I didn’t think so. You wanted better battery life, didn’t you? Everyone just wants better battery life.
This is stupid, and hostile to common sense.
READ MORE: Apple is making only one, very dumb change to the iPhone this year
If there’s one thing I’ve learned from years of earnest tech blogging, it’s that you should never, ever, ever listen to what the armchair phone designers of the internet want. I’m not trying to deify Apple’s product designers — the new Magic Mouse is a stern middle finger to the laws of common sense — but catering to fanboy’s whims is no way to design a product.
If I added up the suggestions from our comments on what the next iPhone should look like, it would probably be an inch thick, have three-day battery life, a 6-inch screen, 8K display and 6GB of RAM. There’s a vast divide between people who follow Apple rumors daily, and the kind of people who buy 90% of iPhones.
But Nilay isn’t the average internet commenter, I hear you say?
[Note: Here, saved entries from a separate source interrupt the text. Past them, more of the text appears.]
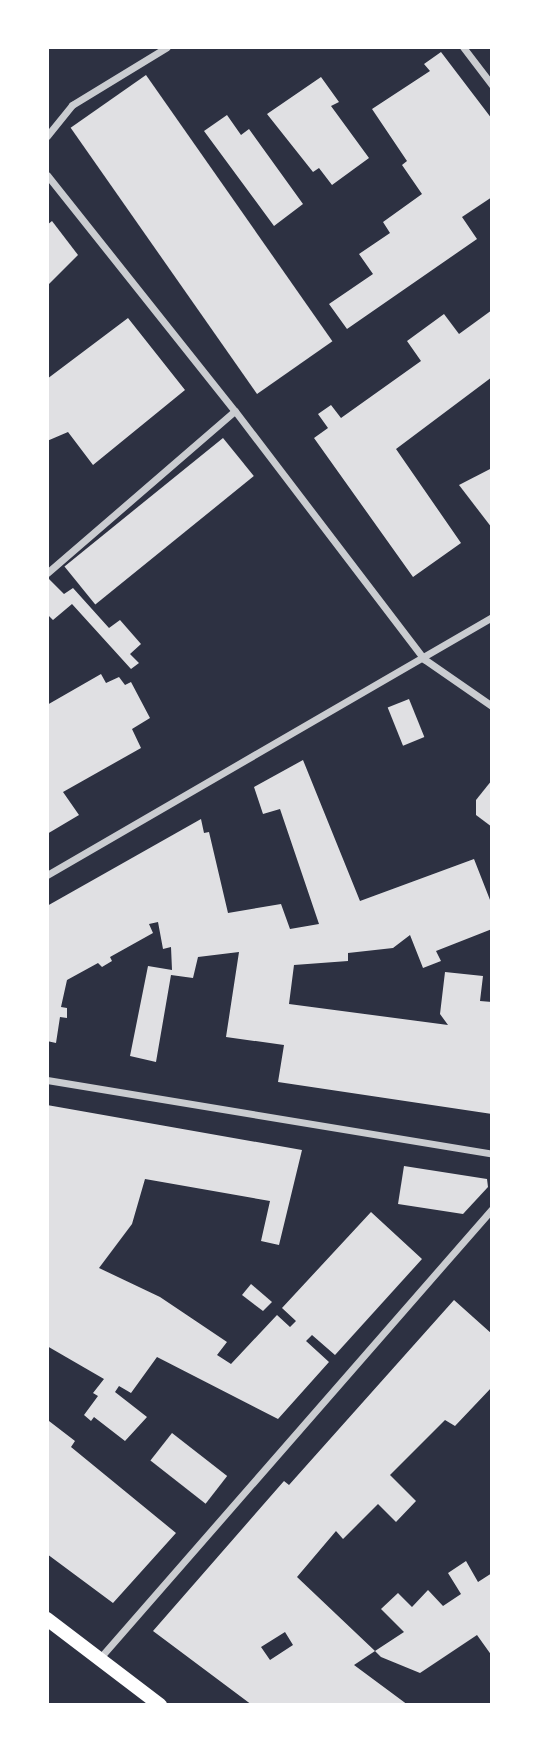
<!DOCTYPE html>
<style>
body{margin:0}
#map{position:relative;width:539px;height:1752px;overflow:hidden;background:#2d3142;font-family:Inter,sans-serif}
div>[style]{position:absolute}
.building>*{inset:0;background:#e0e0e3;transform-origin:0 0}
.minor>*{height:7px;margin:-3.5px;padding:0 3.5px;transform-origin:3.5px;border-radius:3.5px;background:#caccd0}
.secondary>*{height:14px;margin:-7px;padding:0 7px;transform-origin:7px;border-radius:7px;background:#fff}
span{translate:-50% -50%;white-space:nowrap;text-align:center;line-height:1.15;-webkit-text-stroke:5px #fff;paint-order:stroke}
.frame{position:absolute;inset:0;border:49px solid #fff;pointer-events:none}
</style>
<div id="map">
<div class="building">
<i style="clip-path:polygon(441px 52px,492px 119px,492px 197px,462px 217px,477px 239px,347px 329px,329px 304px,373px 274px,359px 254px,390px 233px,383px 222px,422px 194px,402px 165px,407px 161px,372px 109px,430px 71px,424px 64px)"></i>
<i style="left:146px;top:75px;width:325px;height:92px;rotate:55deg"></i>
<i style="clip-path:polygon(321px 77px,339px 102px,331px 106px,369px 158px,332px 185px,319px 168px,313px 172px,267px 114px)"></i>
<i style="clip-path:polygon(227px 115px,241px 135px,249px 129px,303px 204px,274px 226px,204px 131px)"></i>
<i style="clip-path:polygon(52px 221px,78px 255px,47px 286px,47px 225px)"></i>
<i style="clip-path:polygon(492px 310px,492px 377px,396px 449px,461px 543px,413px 577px,314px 438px,328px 428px,318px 414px,331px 405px,341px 418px,421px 361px,407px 341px,444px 314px,459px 334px)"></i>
<i style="clip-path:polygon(128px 318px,185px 390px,93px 465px,68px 432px,47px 441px,47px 379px)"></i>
<i style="left:223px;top:438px;width:49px;height:204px;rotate:51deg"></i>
<i style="clip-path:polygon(492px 468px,492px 528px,459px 485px)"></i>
<i style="clip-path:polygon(49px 579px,64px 594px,73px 588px,109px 628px,120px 620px,141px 644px,130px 654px,139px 663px,131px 669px,72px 604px,53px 620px,47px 614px)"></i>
<i style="clip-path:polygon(101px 674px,106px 683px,119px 677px,125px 685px,131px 682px,150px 718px,132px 729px,141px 748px,63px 792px,79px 815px,47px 834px,47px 705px)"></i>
<i style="left:409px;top:699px;width:41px;height:23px;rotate:68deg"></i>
<i style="clip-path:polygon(303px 760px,360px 901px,474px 859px,492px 905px,492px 929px,436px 951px,441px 961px,423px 968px,410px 935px,393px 948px,348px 953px,348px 961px,294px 965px,289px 1004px,448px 1025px,440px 1014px,445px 972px,483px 976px,480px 1001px,492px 1002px,492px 1114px,278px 1082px,284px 1045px,226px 1037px,239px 952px,198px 957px,193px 978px,171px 975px,156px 1062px,130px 1056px,148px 966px,172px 970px,171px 947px,163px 949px,158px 922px,149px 924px,153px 933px,110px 957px,112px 961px,102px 967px,98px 963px,67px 980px,61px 1007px,67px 1008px,67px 1018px,60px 1017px,56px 1043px,47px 1041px,47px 906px,201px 819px,204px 833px,209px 832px,228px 913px,281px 904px,290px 929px,319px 924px,280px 809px,263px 814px,254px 787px)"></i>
<i style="clip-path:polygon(492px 780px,492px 827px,476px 815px,476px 800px)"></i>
<i style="clip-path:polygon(47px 1105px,302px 1150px,279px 1245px,261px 1241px,270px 1201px,145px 1179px,132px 1224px,99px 1268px,160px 1297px,227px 1342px,217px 1355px,231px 1364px,277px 1315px,290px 1327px,296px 1321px,282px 1308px,371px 1212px,422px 1259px,335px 1355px,312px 1335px,306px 1341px,329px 1362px,278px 1419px,157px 1357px,131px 1393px,119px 1386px,115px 1392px,147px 1417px,125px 1441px,94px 1417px,91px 1421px,84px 1415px,98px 1396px,93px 1393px,104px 1379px,47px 1346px)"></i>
<i style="clip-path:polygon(404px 1166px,487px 1179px,488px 1187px,463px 1214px,398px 1204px)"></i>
<i style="clip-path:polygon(251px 1284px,272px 1302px,263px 1311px,242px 1295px)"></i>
<i style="clip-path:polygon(evenodd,454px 1300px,492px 1334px,492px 1387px,455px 1426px,445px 1420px,390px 1475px,416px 1501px,396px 1522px,378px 1504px,343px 1539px,336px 1531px,297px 1577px,375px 1651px,354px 1665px,408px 1705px,252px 1705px,153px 1631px,284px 1481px,289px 1485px,454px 1300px,285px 1632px,293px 1645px,270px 1660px,261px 1647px,285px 1632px)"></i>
<i style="clip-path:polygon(49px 1421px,75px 1441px,71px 1447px,176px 1533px,113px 1603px,47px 1554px)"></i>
<i style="left:172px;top:1433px;width:70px;height:35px;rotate:38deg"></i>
<i style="clip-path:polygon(466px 1561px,478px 1582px,492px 1573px,492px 1656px,477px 1635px,420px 1673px,381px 1657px,375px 1651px,404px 1632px,381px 1609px,398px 1593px,412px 1607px,428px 1590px,443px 1606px,461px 1594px,448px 1573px)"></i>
</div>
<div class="minor">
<i style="left:463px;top:47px;width:48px;rotate:52.7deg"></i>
<i style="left:47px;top:136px;width:40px;rotate:-51deg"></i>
<i style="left:72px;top:105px;width:111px;rotate:-31.4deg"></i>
<i style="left:47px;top:175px;width:302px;rotate:51.5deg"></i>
<i style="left:235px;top:411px;width:312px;rotate:52.7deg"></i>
<i style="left:424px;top:659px;width:83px;rotate:34.7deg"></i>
<i style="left:47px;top:573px;width:248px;rotate:-40.8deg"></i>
<i style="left:47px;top:875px;width:514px;rotate:-30.1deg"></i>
<i style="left:47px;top:1080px;width:451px;rotate:9.4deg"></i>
<i style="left:99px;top:1659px;width:597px;rotate:-48.87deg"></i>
</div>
<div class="secondary">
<i style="left:47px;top:1619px;width:142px;rotate:37.3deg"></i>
</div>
<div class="frame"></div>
</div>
Yes, he’s the EIC of arguably the internet’s best-known tech site. But he’s really no better at predicting industry trends as a result.
When Apple first came out with the Macbook Air, Nilay was working at Engadget, and criticizing the Air’s lack of removable battery and ports, or optical drive. Despite all that, the Air completely changed the category for portable laptops, cutting unnecessary features to create a device thinner and lighter than anyone thought they needed.
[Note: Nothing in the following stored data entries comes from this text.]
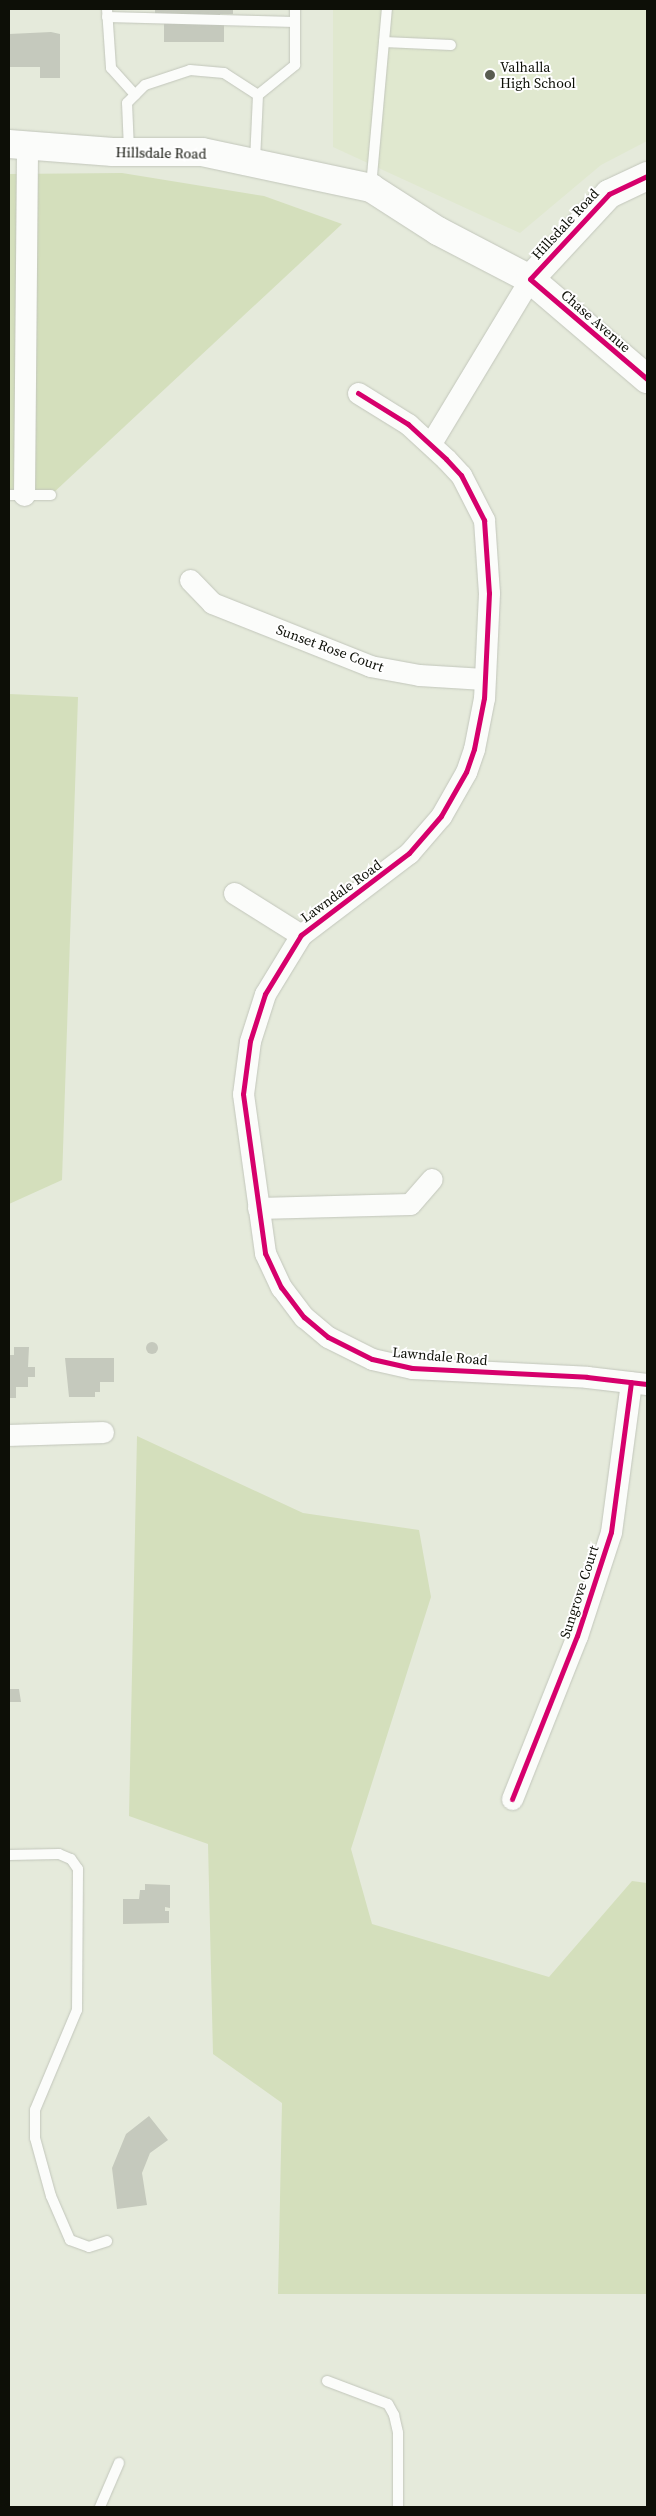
<!DOCTYPE html>
<html>
<head>
<meta charset="utf-8">
<style>
  body { margin:0 }
  #map { position:relative; width:656px; height:2516px; overflow:hidden; background:#e5eadb; font-family:"Source Serif 4",serif }
  div>[style] { position:absolute }
  [style*='--x'] { left:calc(var(--x)*1px); top:calc(var(--y)*1px); width:calc(var(--w)*1px); rotate:calc(var(--a)*1deg) }
  .built>* { inset:0; background:#e0e8cf }
  .green>* { inset:0; background:#d4dfbc }
  .building>* { inset:0; background:#c5c9bd }
  .round { border-radius:50% }
  .roads { filter:drop-shadow(0 0 1px #c2c6bb) drop-shadow(0 0 1px #c2c6bb) }
  .lane>* { height:10px; margin:-5px; padding:0 5px; transform-origin:5px; border-radius:5px; background:#fbfcfa }
  .street>* { height:21px; margin:-10.5px; padding:0 10.5px; transform-origin:10.5px; border-radius:10.5px; background:#fbfcfa }
  .secondary>* { height:28px; margin:-14px; padding:0 14px; transform-origin:14px; border-radius:14px; background:#fbfcfa }
  .cycleway>* { height:5px; margin:-2.5px; padding:0 2.5px; transform-origin:2.5px; border-radius:2.5px; background:#d6006c }
  .dots>* { width:14px; height:14px; translate:-50% -50%; box-sizing:border-box; border:2px solid #fff; border-radius:50% }
  span { translate:-50% -50%; white-space:nowrap; text-align:center; line-height:1.15; -webkit-text-stroke:4px #fff; paint-order:stroke }
  .poi-label { font-size:14px; color:#0d0f07 }
  .left { translate:0 -50%; text-align:left }
  .street-label { font-size:14px; color:#0d0f07 }
  .frame { position:absolute; inset:0; border:10px solid #0d0f07; pointer-events:none }
</style>
</head>
<body>
<div id="map">
  <div class="built">
    <div style="clip-path:polygon(333px 9px,647px 9px,647px 141px,601px 165px,520px 233px,333px 147px)"></div>
  </div>
  <div class="green">
    <div style="clip-path:polygon(122px 173px,264px 196px,342px 224px,51px 495px,9px 495px,9px 174px)"></div>
    <div style="clip-path:polygon(9px 694px,78px 697px,62px 1180px,9px 1204px)"></div>
    <div style="clip-path:polygon(137px 1436px,303px 1513px,419px 1530px,431px 1597px,351px 1849px,372px 1924px,549px 1977px,632px 1881px,647px 1883px,647px 2294px,278px 2294px,282px 2103px,213px 2054px,208px 1844px,129px 1816px)"></div>
  </div>
  <div class="building">
    <div style="clip-path:polygon(155px 9px,233px 9px,233px 14px,220px 14px,220px 21px,224px 21px,224px 42px,164px 42px,164px 22px,155px 14px)"></div>
    <div style="clip-path:polygon(51px 32px,60px 34px,60px 78px,40px 78px,40px 67px,9px 67px,9px 34px)"></div>
    <div class="round" style="left:146px;top:1342px;width:12px;height:12px"></div>
    <div style="clip-path:polygon(14px 1347px,29px 1347px,28px 1367px,35px 1367px,35px 1377px,28px 1377px,28px 1387px,16px 1387px,16px 1398px,9px 1398px,9px 1355px,14px 1355px)"></div>
    <div style="clip-path:polygon(65px 1358px,114px 1358px,114px 1382px,100px 1382px,100px 1392px,95px 1392px,95px 1397px,69px 1397px)"></div>
    <div style="clip-path:polygon(9px 1689px,19px 1689px,21px 1702px,9px 1702px)"></div>
    <div style="clip-path:polygon(145px 1884px,170px 1885px,170px 1908px,165px 1907px,165px 1911px,169px 1911px,169px 1923px,123px 1924px,123px 1899px,139px 1899px,140px 1890px,145px 1890px)"></div>
    <div style="clip-path:polygon(149px 2116px,168px 2140px,150px 2153px,142px 2173px,147px 2205px,117px 2209px,112px 2168px,126px 2134px)"></div>
  </div>
  <div class="roads">
    <div class="lane">
      <div style="--x:107;--y:9;--w:59;--a:86.1"></div>
      <div style="--x:111;--y:68;--w:36;--a:48"></div>
      <div style="--x:107;--y:17;--w:188;--a:1.5"></div>
      <div style="--x:384;--y:42;--w:67;--a:2.6"></div>
      <div style="--x:258;--y:95;--w:48;--a:-39"></div>
      <div style="--x:295;--y:65;--w:56;--a:-90"></div>
      <div style="--x:129;--y:150;--w:47;--a:-92.4"></div>
      <div style="--x:127;--y:103;--w:25;--a:-45"></div>
      <div style="--x:145;--y:85;--w:47;--a:-18.4"></div>
      <div style="--x:190;--y:70;--w:34;--a:5"></div>
      <div style="--x:224;--y:73;--w:40;--a:32.9"></div>
      <div style="--x:258;--y:95;--w:67;--a:92.6"></div>
      <div style="--x:371;--y:187;--w:179;--a:-84.9"></div>
      <div style="--x:9;--y:495;--w:42;--a:0"></div>
      <div style="--x:9;--y:1855;--w:50;--a:-1.1"></div>
      <div style="--x:59;--y:1854;--w:13;--a:23"></div>
      <div style="--x:71;--y:1859;--w:12;--a:55"></div>
      <div style="--x:78;--y:1869;--w:141;--a:90.4"></div>
      <div style="--x:77;--y:2010;--w:108;--a:112.8"></div>
      <div style="--x:35;--y:2110;--w:28;--a:90"></div>
      <div style="--x:35;--y:2138;--w:60;--a:74.6"></div>
      <div style="--x:51;--y:2196;--w:48;--a:66.6"></div>
      <div style="--x:70;--y:2240;--w:20;--a:20"></div>
      <div style="--x:89;--y:2247;--w:19;--a:-18"></div>
      <div style="--x:327;--y:2381;--w:65;--a:20.7"></div>
      <div style="--x:388;--y:2404;--w:13;--a:61"></div>
      <div style="--x:394;--y:2415;--w:18;--a:77"></div>
      <div style="--x:398;--y:2433;--w:74;--a:90"></div>
      <div style="--x:100;--y:2507;--w:48;--a:-66.6"></div>
    </div>
    <div class="street">
      <div style="--x:358;--y:393;--w:59;--a:31.8"></div>
      <div style="--x:408;--y:424;--w:52;--a:42.6"></div>
      <div style="--x:446;--y:459;--w:22;--a:47"></div>
      <div style="--x:461;--y:475;--w:51;--a:62.9"></div>
      <div style="--x:484;--y:520;--w:73;--a:86.1"></div>
      <div style="--x:489;--y:593;--w:105;--a:92.7"></div>
      <div style="--x:484;--y:698;--w:52;--a:101.1"></div>
      <div style="--x:474;--y:749;--w:24;--a:109"></div>
      <div style="--x:466;--y:772;--w:51;--a:119.6"></div>
      <div style="--x:441;--y:816;--w:49;--a:130.9"></div>
      <div style="--x:409;--y:853;--w:136;--a:142.8"></div>
      <div style="--x:301;--y:935;--w:69;--a:121.4"></div>
      <div style="--x:265;--y:994;--w:49;--a:107.7"></div>
      <div style="--x:250;--y:1041;--w:53;--a:97.5"></div>
      <div style="--x:243;--y:1094;--w:161;--a:82.1"></div>
      <div style="--x:265;--y:1253;--w:38;--a:65"></div>
      <div style="--x:281;--y:1287;--w:38;--a:53"></div>
      <div style="--x:304;--y:1317;--w:31;--a:40"></div>
      <div style="--x:328;--y:1337;--w:49;--a:26.6"></div>
      <div style="--x:372;--y:1359;--w:41;--a:12.7"></div>
      <div style="--x:412;--y:1368;--w:175;--a:2.9"></div>
      <div style="--x:587;--y:1377;--w:60;--a:6.7"></div>
      <div style="--x:431;--y:443;--w:192;--a:-58.9"></div>
      <div style="--x:24;--y:495;--w:351;--a:-89.5"></div>
      <div style="--x:190;--y:580;--w:32;--a:46"></div>
      <div style="--x:212;--y:603;--w:170;--a:21.7"></div>
      <div style="--x:370;--y:666;--w:50;--a:10.4"></div>
      <div style="--x:419;--y:675;--w:65;--a:3.5"></div>
      <div style="--x:234;--y:893;--w:79;--a:32.1"></div>
      <div style="--x:258;--y:1208;--w:152;--a:-1.5"></div>
      <div style="--x:410;--y:1204;--w:33;--a:-49"></div>
      <div style="--x:9;--y:1435;--w:94;--a:-1.8"></div>
      <div style="--x:512;--y:1799;--w:175;--a:-68.3"></div>
      <div style="--x:577;--y:1636;--w:109;--a:-71.9"></div>
      <div style="--x:611;--y:1532;--w:151;--a:-82.4"></div>
    </div>
    <div class="secondary">
      <div style="--x:9;--y:144;--w:104;--a:4.4"></div>
      <div style="--x:113;--y:152;--w:89;--a:0"></div>
      <div style="--x:202;--y:152;--w:173;--a:12"></div>
      <div style="--x:371;--y:188;--w:80;--a:32.7"></div>
      <div style="--x:438;--y:231;--w:104;--a:27.6"></div>
      <div style="--x:530;--y:279;--w:154;--a:40.5"></div>
      <div style="--x:530;--y:279;--w:116;--a:-47.1"></div>
      <div style="--x:609;--y:194;--w:42;--a:-25.3"></div>
    </div>
  </div>
  <div class="cycleway">
    <div style="--x:647;--y:176;--w:42;--a:154.7"></div>
    <div style="--x:609;--y:194;--w:116;--a:132.9"></div>
    <div style="--x:530;--y:279;--w:154;--a:40.5"></div>
    <div style="--x:358;--y:393;--w:59;--a:31.8"></div>
    <div style="--x:408;--y:424;--w:52;--a:42.6"></div>
    <div style="--x:446;--y:459;--w:22;--a:47"></div>
    <div style="--x:461;--y:475;--w:51;--a:62.9"></div>
    <div style="--x:484;--y:520;--w:73;--a:86.1"></div>
    <div style="--x:489;--y:593;--w:105;--a:92.7"></div>
    <div style="--x:484;--y:698;--w:52;--a:101.1"></div>
    <div style="--x:474;--y:749;--w:24;--a:109"></div>
    <div style="--x:466;--y:772;--w:51;--a:119.6"></div>
    <div style="--x:441;--y:816;--w:49;--a:130.9"></div>
    <div style="--x:409;--y:853;--w:136;--a:142.8"></div>
    <div style="--x:301;--y:935;--w:69;--a:121.4"></div>
    <div style="--x:265;--y:994;--w:49;--a:107.7"></div>
    <div style="--x:250;--y:1041;--w:53;--a:97.5"></div>
    <div style="--x:243;--y:1094;--w:161;--a:82.1"></div>
    <div style="--x:265;--y:1253;--w:38;--a:65"></div>
    <div style="--x:281;--y:1287;--w:38;--a:53"></div>
    <div style="--x:304;--y:1317;--w:31;--a:40"></div>
    <div style="--x:328;--y:1337;--w:49;--a:26.6"></div>
    <div style="--x:372;--y:1359;--w:41;--a:12.7"></div>
    <div style="--x:412;--y:1368;--w:175;--a:2.9"></div>
    <div style="--x:587;--y:1377;--w:60;--a:6.7"></div>
    <div style="--x:512;--y:1799;--w:175;--a:-68.3"></div>
    <div style="--x:577;--y:1636;--w:109;--a:-71.9"></div>
    <div style="--x:611;--y:1532;--w:151;--a:-82.4"></div>
  </div>
  <div class="dots">
    <div style="left:490px;top:75px;background:#595c51"></div>
  </div>
  <div class="poi-label">
    <span class="left" style="left:500px;top:75px">Valhalla<br>High School</span>
  </div>
  <div class="street-label">
    <span style="left:161px;top:153px;rotate:1deg">Hillsdale Road</span>
    <span style="left:565px;top:224px;rotate:-47deg">Hillsdale Road</span>
    <span style="left:596px;top:321px;rotate:41deg">Chase Avenue</span>
    <span style="left:330px;top:648px;rotate:20deg">Sunset Rose Court</span>
    <span style="left:341px;top:891px;rotate:-36deg">Lawndale Road</span>
    <span style="left:440px;top:1356px;rotate:5deg">Lawndale Road</span>
    <span style="left:579px;top:1592px;rotate:-72deg">Sungrove Court</span>
  </div>
  <div class="frame"></div>
</div>
</body>
</html>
Oh, and what’s that about Flash on the iPad?
I’m not predicting that killing the headphone jack is going to be the same as killing the optical drive. Personally, I agree that it’s a dumb move. But I also realize that Nilay, I, and probably everyone reading this are niche users. We care about crap like playing our extensive DVD library, hooking up laptops to Ethernet ports, or using our large collection of very nice headphones.
Most of my friends use Apple’s stock earbuds, or if they have fancy headphones, they’re Bluetooth connected. If the iPhone 7 doesn’t have a headphone jack, they probably won’t give one solitary shit. They’ll just see the phone that’s thinner and has better audio quality, and just fork over the requisite fistfuls of cash.
Removing the headphone jack might be a gigantic mistake in waiting, but it won’t be because people didn’t ask for it. Without wanting to sound like a Jobsian disciple, no one asked for all-in-one PC kits, graphical user interfaces, or, indeed for a laptop without an optical drive. But despite all that, all of those turned out to be the right products for a huge number of people.
Take a crowd-sourced opinion to building a phone, and you end up with the Fairphone. Build the phone 90% of people secretly need, and you get an iPhone.